When I Thought Everything Depended On Me
I wanted to be in control, so I scheduled too many meetings. And the “meeting” became the main driver. I forgot to value the faces and began to focus on the agenda. I realized that I was communicating unspoken messages like, “I don’t trust you,” “I need to keep my eyes on you” “Unless I lead you in this project/strategy/situation you will fail.”
When I Started to Fall in Love With the Less Important
Focusing too much on some aspects of our culture made me fall out-of-love with Christ in some ways. I was trying to be a celebrity but not a servant. I wanted Twitter followers more than Christ-filled ones. I cared more about the light, the sounds and the program. So I forgot the broken, the faithful and the privilege of sharing the good news.
When I Devalued Community
It’s easy to believe the lie that “mission is a lonely place, or being in leadership is a lonely place.” It can be if you let it, but it doesn’t have to be. When I bought into that lie, I allowed myself to be a hermit, to play the victim card. But we were all created for community.

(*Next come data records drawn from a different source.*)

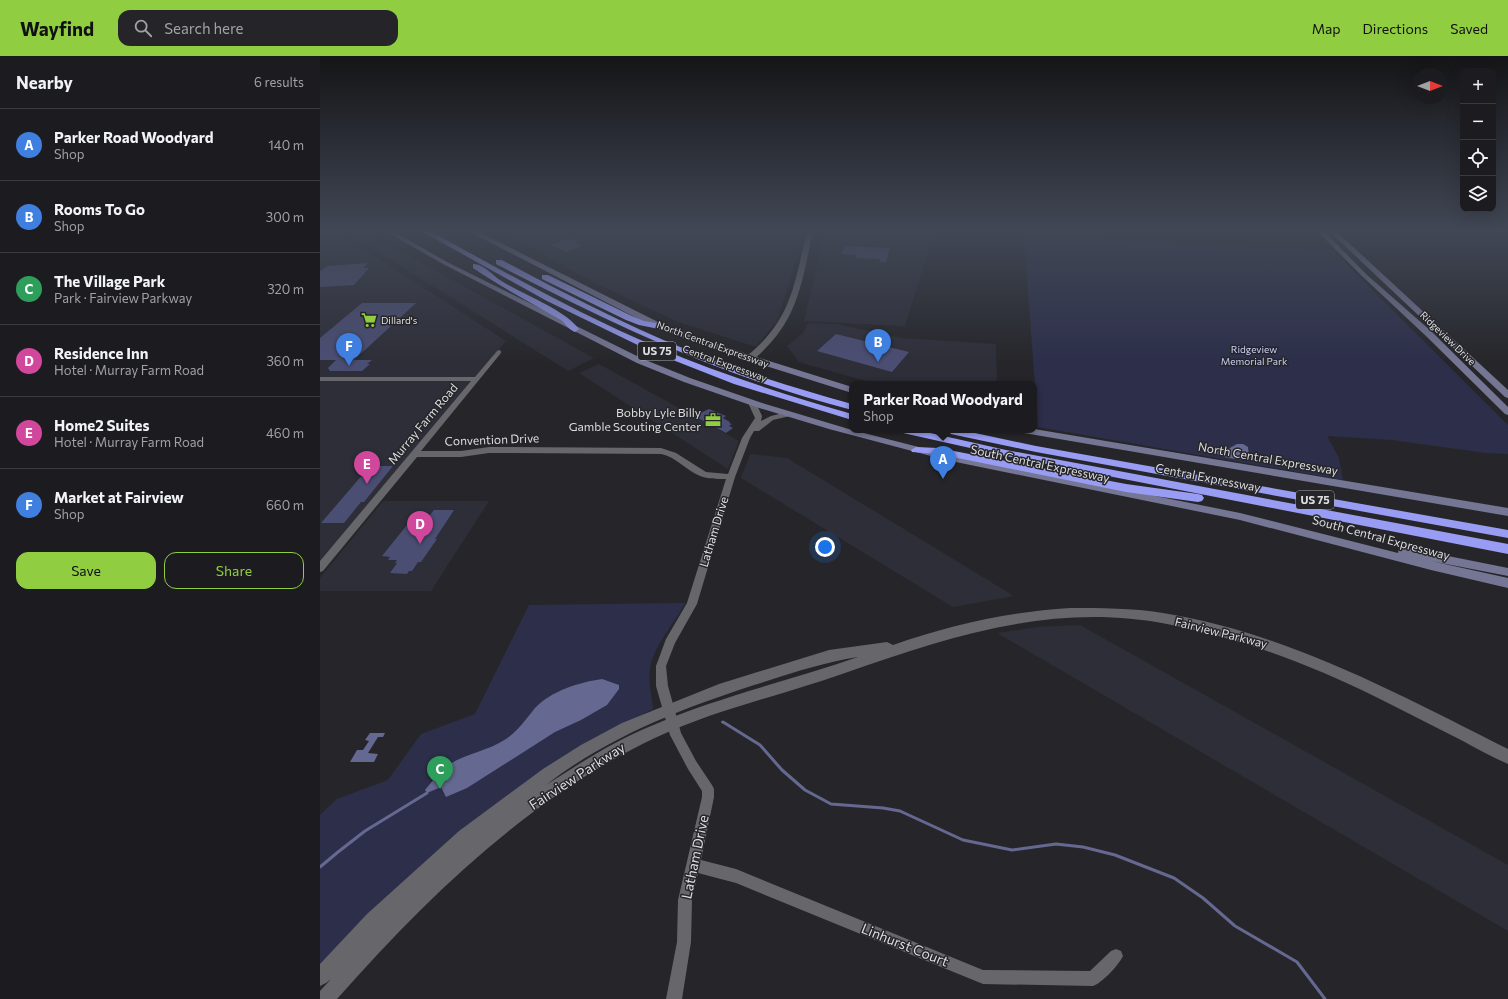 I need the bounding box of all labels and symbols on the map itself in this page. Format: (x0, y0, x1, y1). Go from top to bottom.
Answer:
north arrow (1412, 68, 1448, 104)
street label: Ridgeview Drive (1418, 309, 1478, 367)
supermarket icon: Dillard's (360, 311, 378, 329)
place label: Dillard's (381, 314, 418, 326)
street label: North Central Expressway (655, 318, 771, 370)
pin: B (865, 329, 891, 362)
pin: F (336, 333, 362, 366)
road number: US 75 (638, 342, 676, 360)
street label: Central Expressway (681, 342, 769, 384)
park label: Ridgeview Memorial Park (1221, 343, 1288, 367)
street label: Murray Farm Road (384, 380, 460, 466)
place label: Bobby Lyle Billy Gamble Scouting Center (569, 405, 701, 433)
office icon: Bobby Lyle Billy Gamble Scouting Center (704, 411, 722, 429)
street label: Convention Drive (444, 430, 539, 448)
street label: North Central Expressway (1197, 440, 1339, 478)
street label: South Central Expressway (969, 441, 1111, 485)
pin: A (930, 446, 956, 479)
pin: E (354, 451, 380, 484)
street label: Central Expressway (1154, 461, 1262, 495)
road number: US 75 (1296, 491, 1334, 509)
street label: Latham Drive (696, 495, 730, 569)
pin: D (407, 511, 433, 544)
street label: South Central Expressway (1311, 512, 1452, 562)
your location (815, 537, 835, 557)
street label: Fairview Parkway (1173, 614, 1269, 650)
street label: Fairview Parkway (526, 738, 628, 813)
pin: C (427, 756, 453, 789)
street label: Latham Drive (677, 813, 712, 900)
street label: Linhurst Court (859, 919, 952, 970)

This is not a cute congregational slogan, it’s a reality for survival. We need each other, and church leaders aren’t an exception to that rule.
When I Acted Spiritually Superior
There’s often a temptation to act like you’re a spiritual superstar, especially when you’re a leader. I’ve caught myself telling everyone how much I pray, or about the last time I fasted, or how good this morning’s time with the Lord was. But Jesus was all about keeping that stuff to yourself. Expose your weaknesses, let your strengths speak for themselves.
When I Expected Everyone to Put My Mission First
At times, I have treated confreres like they were all full-time provincial councilors, inwardly demanding stuff from them unfairly. I expected them to drop everything for the sake of my agenda, but the problem was, often it was for the sake of my kingdom, where I ruled as king and lord. Never forget, the whole point is to serve, not to be served.
When I Told Everyone “Community is Priority” but Lived Like the Ministry Was
I often find it easier to throw myself into the work of my office and the province than I do navigating the ins and outs of community living. Often being with others can be an excuse that I don’t want to be with confreres, at least at that moment.
When I Waited Too Long to Get Help
Are you in pain? Are you constantly feeling alone? Do you have emotions that seem out of control? That is me sometimes. And the self-awareness in this list was part of the healing process. Trust me, you need to talk to someone. Like right now. Pretending won’t do you any good. Don’t fight alone, you might lose. And that would be a shame.